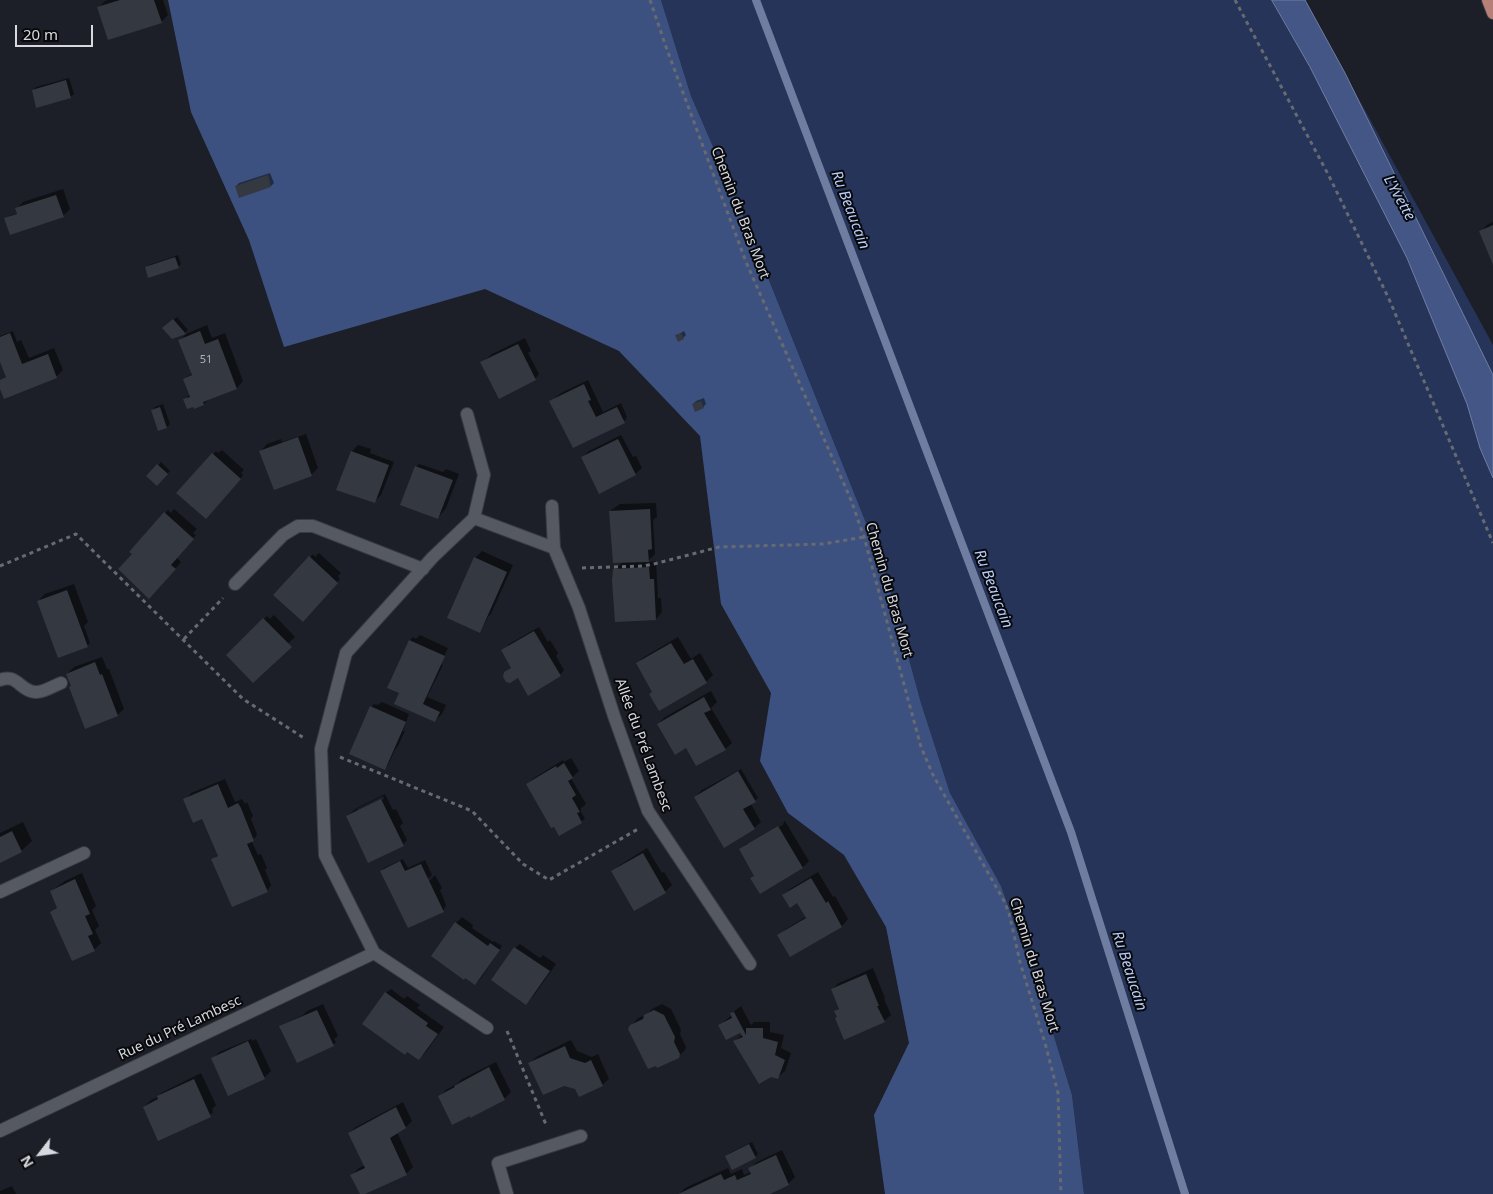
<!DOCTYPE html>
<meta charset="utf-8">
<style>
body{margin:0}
#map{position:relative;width:1493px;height:1194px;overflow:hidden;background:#1c1f27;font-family:"Noto Sans",sans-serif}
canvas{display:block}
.north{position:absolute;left:15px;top:1129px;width:50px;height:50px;-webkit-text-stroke:4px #08090c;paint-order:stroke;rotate:240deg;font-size:14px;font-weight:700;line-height:20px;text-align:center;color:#d7d9df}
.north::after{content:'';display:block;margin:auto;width:18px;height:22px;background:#d7d9df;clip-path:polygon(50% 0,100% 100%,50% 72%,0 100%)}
.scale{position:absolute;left:15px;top:25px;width:78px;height:22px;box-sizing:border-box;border:2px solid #d7d9df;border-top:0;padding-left:6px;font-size:15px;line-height:18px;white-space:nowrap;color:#d7d9df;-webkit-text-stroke:4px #08090c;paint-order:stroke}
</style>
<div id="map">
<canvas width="1493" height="1194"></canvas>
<div class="north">N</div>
<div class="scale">20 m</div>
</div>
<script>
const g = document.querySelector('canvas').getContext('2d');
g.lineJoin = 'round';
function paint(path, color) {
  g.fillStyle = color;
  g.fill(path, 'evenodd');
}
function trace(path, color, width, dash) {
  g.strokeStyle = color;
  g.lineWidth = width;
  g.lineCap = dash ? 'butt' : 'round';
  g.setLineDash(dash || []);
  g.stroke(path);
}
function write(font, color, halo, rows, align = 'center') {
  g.font = font + ' "Noto Sans",sans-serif';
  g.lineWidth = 4;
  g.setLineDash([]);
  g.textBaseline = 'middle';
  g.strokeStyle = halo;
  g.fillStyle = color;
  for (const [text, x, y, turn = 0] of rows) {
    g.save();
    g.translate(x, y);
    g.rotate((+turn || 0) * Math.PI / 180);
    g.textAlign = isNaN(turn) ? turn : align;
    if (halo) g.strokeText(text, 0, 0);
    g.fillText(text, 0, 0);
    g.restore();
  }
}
const green = new Path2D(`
 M661,0H1305L1493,345V1194H1084L1072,1095L1053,1033L1001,886L950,793L921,703L884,568L745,220L691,96Z`);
const forest = new Path2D(`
 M168,0H661L691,96L745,220L884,568L921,703L950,793L1001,886L1053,1033L1072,1095L1084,1194H885L874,1115L909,1043L886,927L844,855L788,813L760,761L771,693L721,604L700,436L619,351L485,289L284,347L249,240L191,112Z`);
const water = new Path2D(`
 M1272,0H1305L1345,73L1493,375V478L1480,448L1467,404L1407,258L1310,67Z`);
const shadow = new Path2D(`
 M108,0H163L168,15L161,22L98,8L105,1Z
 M69,78L74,94L70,97L33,90L36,87Z
 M270,173L274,183L271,186L240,196L236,186L239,183Z
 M63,189L70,209L63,216L6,219L9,216L18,213L16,209L23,202Z
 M1493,222V262L1480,232L1487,225Z
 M178,255L181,264L178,267L146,268L149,265Z
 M177,317L188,330L185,333L173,338L167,325Z
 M207,325L212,338L225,333L243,381L237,388L209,399L204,404L185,400L190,394L184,379L192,374L180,340L186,334Z
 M13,331L17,342L21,340L29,358L54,348L63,370L57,376L5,398L0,385V380L7,376L0,359V336Z
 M684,331L686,335L683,338L676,336Z
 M525,338L531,351L528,353L539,374L535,379L482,362L492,354Z
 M588,380L603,412L621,403L627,417L624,422L573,446L551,401L561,393Z
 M704,398L706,404L703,407L693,404L696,401Z
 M163,404L170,424L167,427L152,410L155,407Z
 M306,434L318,468L311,475L261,451L267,444L281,439L282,442Z
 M621,435L633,457L636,456L642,468L635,474L582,457L589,451Z
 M358,445L371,449L370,453L394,462L381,495L374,502L352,451Z
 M222,450L244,470L241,473L243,475L235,485L178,492L216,451L218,453Z
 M161,462L170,471L157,485L148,476Z
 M419,464L443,472L446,469L459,474L446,508L438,518L416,467Z
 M656,503L657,517L653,520L655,554L647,562L656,561L658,598H661L662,612L656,619L614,570L623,562L610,511L620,504Z
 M174,509L197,529L193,533L196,535L176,557L181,562L156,591L137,550L131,551L168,510L171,513Z
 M482,551L513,565L491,614L488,617L482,629L480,632L475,558Z
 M319,553L341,573L338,576L340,579L332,588L275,595L313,554L315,557Z
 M74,584L88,622L84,626L90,643L87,646L38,601L45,594Z
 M274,615L295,637L283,648V652L294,643L253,681L228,655L267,616L270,619Z
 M539,627L548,642L550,640L558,653L556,656L564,670L560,675L518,677L509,669L512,667L503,651L509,644Z
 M420,635L448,648L441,664L443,665L427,697L446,705L442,714L435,721L400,693L410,640L413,637L416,639Z
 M678,637L691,659L700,653L713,675L706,682L653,691L637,663L644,657Z
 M102,657L107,669H109L124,709L117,715L72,686L67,674L74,667Z
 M711,691L717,702L711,708L732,743L725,749L686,746L658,724L665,717Z
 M382,702L409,714L403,731H405L398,746L395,750L388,765L385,768L371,707L374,704L378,705Z
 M571,758L579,771L571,778L586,804L581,808V812L585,819L560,835L527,784L534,778L563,760L564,762Z
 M741,769L758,798L751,804L761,822L754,828L695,797L702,790Z
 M225,779L235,802L242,799L245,804L247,802L253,816L251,819L257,834L256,837L251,840L258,855L261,854L267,868L265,870L271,885L267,891L213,859L219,854L203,817L185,800L191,793Z
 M385,794L393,810L396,809L403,823L400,826L407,840L403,845L347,816L357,808ZM383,796L384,799L357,812V809Z
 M785,821L809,861L803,867L755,875L741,849L747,843V846L784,824L783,822L747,843Z
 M23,822L32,841L21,851L0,862V833Z
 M647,848L662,873L664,872L672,885L665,892L635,909L613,871L620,865Z
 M403,859L408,868L425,860L432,875L427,880V883L435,875L442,888L440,890L446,905L443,911L381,871L384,868Z
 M818,872L833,897L835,896L848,919L842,926L791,955L779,936L786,929L807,916L798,902L784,895L790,889Z
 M82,873L96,906L92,910L99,926L95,930L101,943L94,950L51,912L58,907L51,891L65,881Z
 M462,917L473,925L472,928L493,942L494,941L502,946L482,977L475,984L456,923Z
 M520,944L540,958L543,955L556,964L535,994L526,1003L493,980L515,948Z
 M873,968L885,998L884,999L891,1015L884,1021L838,1017L836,1011L840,1007L832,989L839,983Z
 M391,989L404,999L407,996L420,1005L417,1008L444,1027L426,1052L419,1059L364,1024L386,993Z
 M323,1004L338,1036L334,1039L336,1042L333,1045L281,1027L284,1024L303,1015L307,1011Z
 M662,1004L671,1009L681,1030L680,1034L686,1047L685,1050L678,1057L631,1026L638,1018L646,1015L652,1009Z
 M741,1006L751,1025L754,1022H770V1032L784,1035L781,1048L791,1053L785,1071L778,1077L734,1042L743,1034L741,1031L720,1025L727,1019L732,1015L731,1014Z
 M251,1039L252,1041L256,1039L271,1071L264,1078L212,1059L219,1052Z
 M571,1040L577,1051L592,1057L598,1054L609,1079L602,1085L576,1088L530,1063L536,1057Z
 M496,1062L511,1092L505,1098L471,1116L439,1097L446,1090L458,1083L462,1079Z
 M201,1073L216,1105L212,1109L213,1112L210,1115L159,1139L144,1107L151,1100L158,1097L161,1093Z
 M403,1102L412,1121L406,1127L397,1132L413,1167L406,1174L362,1194L352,1175L359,1168L365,1165L349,1133L356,1127Z
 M752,1142L758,1154L755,1157L727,1156L730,1153Z
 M782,1150L795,1177L788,1184L768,1194H679L685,1188L728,1168L731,1174L742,1169L744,1175L751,1172L750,1168L757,1162Z
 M12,1186L16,1194H0V1191Z`);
const stream = new Path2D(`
 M756,0L1071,832L1185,1194`);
const building = new Path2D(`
 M120,0H154L162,23L108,40L97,7Z
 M66,80L71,98L36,108L32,90Z
 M268,175L271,187L239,198L235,186Z
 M56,195L64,217L10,235L4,218L17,214L15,208Z
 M1493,225V265L1479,231Z
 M175,257L179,268L148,278L145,267Z
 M173,319L186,334L172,339L162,328Z
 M200,331L205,344L218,339L237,389L203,402L204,405L194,409L193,407L187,409L183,399L190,397L183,379L192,375L178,340Z
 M10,333L22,364L48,354L57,378L4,399L0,389V380L6,377L0,362V337Z
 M681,333L684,339L678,342L675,335Z
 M518,344L536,380L499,399L480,362Z
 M584,384L591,400L588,401L596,417L617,407L625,423L573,448L549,401Z
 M701,401L704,408L695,412L692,404Z
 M160,407L167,428L158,431L151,410Z
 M298,437L312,476L274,490L259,451Z
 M618,439L636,475L599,494L581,457Z
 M351,451L389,465L375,503L336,490Z
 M212,453L241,479L206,519L176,493Z
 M157,464L168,474L157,486L146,476Z
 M415,466L453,480L438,519L400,505Z
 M650,509L652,549L648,550L649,562L613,563L609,511Z
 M164,512L194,539L171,565L176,569L149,599L118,569L132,554L129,552Z
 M309,556L338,583L303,622L273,595Z
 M474,557L507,572L480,633L447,618Z
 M649,567L650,579H654L656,620L615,622L612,581L613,569Z
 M67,590L88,647L58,658L37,601Z
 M263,618L292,647L253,683L226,655Z
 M534,631L561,676L528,696L518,678L510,683L506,682L503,677L504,672L511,668L501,650Z
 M409,640L445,656L423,704L440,712L435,722L394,704L399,693L387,688Z
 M671,643L684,664L693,659L707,683L659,711L649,694L652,692L636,663Z
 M95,662L100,675L102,674L118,716L85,729L69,687L71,686L66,674Z
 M704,697L711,710L704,713L726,750L696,766L686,748L675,755L657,724Z
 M370,706L406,722L385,770L349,754Z
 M564,763L573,778L568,781L576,795L572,798L580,812L577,813L582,823L559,836L554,827L551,828L526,784L556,766L557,768Z
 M738,771L756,802L743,809L755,829L724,848L694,797Z
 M218,784L228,808L238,803L241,808L254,841L247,844L268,892L232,907L211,859L218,856L202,819L193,823L183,799Z
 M381,799L404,846L368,863L346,816Z
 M778,826L803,868L760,894L750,878L754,876L739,849Z
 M12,831L22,852L0,863V837Z
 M643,853L666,893L634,911L611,871Z
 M400,861L405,871L421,864L444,912L408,928L380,871Z
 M811,878L826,903L828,901L842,927L790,957L777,935L806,918L797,903L790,908L782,895Z
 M75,879L90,914L85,916L93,934L88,936L95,951L72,961L50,912L57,908L50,891Z
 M455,922L488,946L490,943L500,950L475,985L465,978L464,980L431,956Z
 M514,947L550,971L526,1005L491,980Z
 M866,974L879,1006H877L885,1022L844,1040L835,1018L837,1017L834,1011L839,1009L831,989Z
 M385,992L428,1023L426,1026L438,1034L419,1060L407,1052L405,1055L362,1024Z
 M317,1010L334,1046L297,1063L279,1026Z
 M654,1010L664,1015L675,1037L674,1042L680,1054L679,1058L657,1068L656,1066L648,1069L628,1029L630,1025L643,1019L644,1015Z
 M734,1012L746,1035V1028H763V1038L778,1042L775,1055L785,1060L778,1079L771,1077L759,1084L733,1041L743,1037L740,1033L726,1040L718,1025L732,1018L730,1013Z
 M248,1041L265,1079L228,1096L211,1058Z
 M565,1046L570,1058L585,1063L591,1060L603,1086L579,1097L575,1089L564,1086L543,1095L528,1063Z
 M489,1067L505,1100L470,1118V1116L452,1125L438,1096L455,1087L454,1086Z
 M194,1079L211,1117L158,1141L143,1107L158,1099L157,1096Z
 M396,1107L406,1128L390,1138L407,1175L365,1194H360L350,1175L365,1168L348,1133Z
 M749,1144L756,1158L732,1170L725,1156Z
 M776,1155L789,1185L770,1194H678L721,1174L724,1180L735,1175L737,1180L751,1174L748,1168Z`);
const path = new Path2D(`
 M650,0L665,44L746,262L851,500L864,537L921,747L933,775L1004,901L1009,913L1020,962L1045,1043L1058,1093L1061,1194
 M1235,0L1329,176L1389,299L1493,543
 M0,566L76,534L243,699L304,738
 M582,568L644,566L658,563L719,547L823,544L864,537
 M184,639L223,598
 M340,757L472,811L523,864L549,880L638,829
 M507,1031L547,1127`);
const minor = new Path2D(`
 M467,414L484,475L474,518
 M552,506L554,548
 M235,584L283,535L298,526H313L423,569
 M0,680C17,673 20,691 35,692C43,693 53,686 61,683
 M0,892L84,853
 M487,1028L374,953L325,855L321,749L346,653L433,557L474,518L554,548L579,608L614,716L648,811L750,964
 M0,1131L374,953
 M507,1194L498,1163L581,1136`);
const major = new Path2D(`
 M1488,0L1493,13`);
const numberNames = [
 ["51",206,360]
];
const streetNames = [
 ["Chemin du Bras Mort",740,213,69],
 ["Chemin du Bras Mort",889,590,74],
 ["Allée du Pré Lambesc",643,745,70],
 ["Chemin du Bras Mort",1034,965,73],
 ["Rue du Pré Lambesc",180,1028,-25]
];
const waterNames = [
 ["L'Yvette",1399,198,61],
 ["Ru Beaucain",850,210,69],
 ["Ru Beaucain",993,589,69],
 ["Ru Beaucain",1129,971,72]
];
paint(green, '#253458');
paint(forest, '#3d5180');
paint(water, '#435686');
trace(water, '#6f7da1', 1);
paint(shadow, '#0007');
trace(stream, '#6f7da1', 8);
paint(building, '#343840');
trace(minor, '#393b42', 14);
trace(major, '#393b42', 14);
trace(path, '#676a71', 3, [4, 4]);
trace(minor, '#555962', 12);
trace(major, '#b67f78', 12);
write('11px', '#aeb1b7', null, numberNames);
write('14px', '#d7d9df', '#08090c', streetNames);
write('italic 15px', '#b8ccf9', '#08090c', waterNames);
</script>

(BRIEF) Would you print exactly and only the lines of the material above that run from the line with "M173,319L186,334L172,339L162,328Z" through the line with "M317,1010L334,1046L297,1063L279,1026Z", both included?

(SOLUTION TO THIS TASK)
 M173,319L186,334L172,339L162,328Z
 M200,331L205,344L218,339L237,389L203,402L204,405L194,409L193,407L187,409L183,399L190,397L183,379L192,375L178,340Z
 M10,333L22,364L48,354L57,378L4,399L0,389V380L6,377L0,362V337Z
 M681,333L684,339L678,342L675,335Z
 M518,344L536,380L499,399L480,362Z
 M584,384L591,400L588,401L596,417L617,407L625,423L573,448L549,401Z
 M701,401L704,408L695,412L692,404Z
 M160,407L167,428L158,431L151,410Z
 M298,437L312,476L274,490L259,451Z
 M618,439L636,475L599,494L581,457Z
 M351,451L389,465L375,503L336,490Z
 M212,453L241,479L206,519L176,493Z
 M157,464L168,474L157,486L146,476Z
 M415,466L453,480L438,519L400,505Z
 M650,509L652,549L648,550L649,562L613,563L609,511Z
 M164,512L194,539L171,565L176,569L149,599L118,569L132,554L129,552Z
 M309,556L338,583L303,622L273,595Z
 M474,557L507,572L480,633L447,618Z
 M649,567L650,579H654L656,620L615,622L612,581L613,569Z
 M67,590L88,647L58,658L37,601Z
 M263,618L292,647L253,683L226,655Z
 M534,631L561,676L528,696L518,678L510,683L506,682L503,677L504,672L511,668L501,650Z
 M409,640L445,656L423,704L440,712L435,722L394,704L399,693L387,688Z
 M671,643L684,664L693,659L707,683L659,711L649,694L652,692L636,663Z
 M95,662L100,675L102,674L118,716L85,729L69,687L71,686L66,674Z
 M704,697L711,710L704,713L726,750L696,766L686,748L675,755L657,724Z
 M370,706L406,722L385,770L349,754Z
 M564,763L573,778L568,781L576,795L572,798L580,812L577,813L582,823L559,836L554,827L551,828L526,784L556,766L557,768Z
 M738,771L756,802L743,809L755,829L724,848L694,797Z
 M218,784L228,808L238,803L241,808L254,841L247,844L268,892L232,907L211,859L218,856L202,819L193,823L183,799Z
 M381,799L404,846L368,863L346,816Z
 M778,826L803,868L760,894L750,878L754,876L739,849Z
 M12,831L22,852L0,863V837Z
 M643,853L666,893L634,911L611,871Z
 M400,861L405,871L421,864L444,912L408,928L380,871Z
 M811,878L826,903L828,901L842,927L790,957L777,935L806,918L797,903L790,908L782,895Z
 M75,879L90,914L85,916L93,934L88,936L95,951L72,961L50,912L57,908L50,891Z
 M455,922L488,946L490,943L500,950L475,985L465,978L464,980L431,956Z
 M514,947L550,971L526,1005L491,980Z
 M866,974L879,1006H877L885,1022L844,1040L835,1018L837,1017L834,1011L839,1009L831,989Z
 M385,992L428,1023L426,1026L438,1034L419,1060L407,1052L405,1055L362,1024Z
 M317,1010L334,1046L297,1063L279,1026Z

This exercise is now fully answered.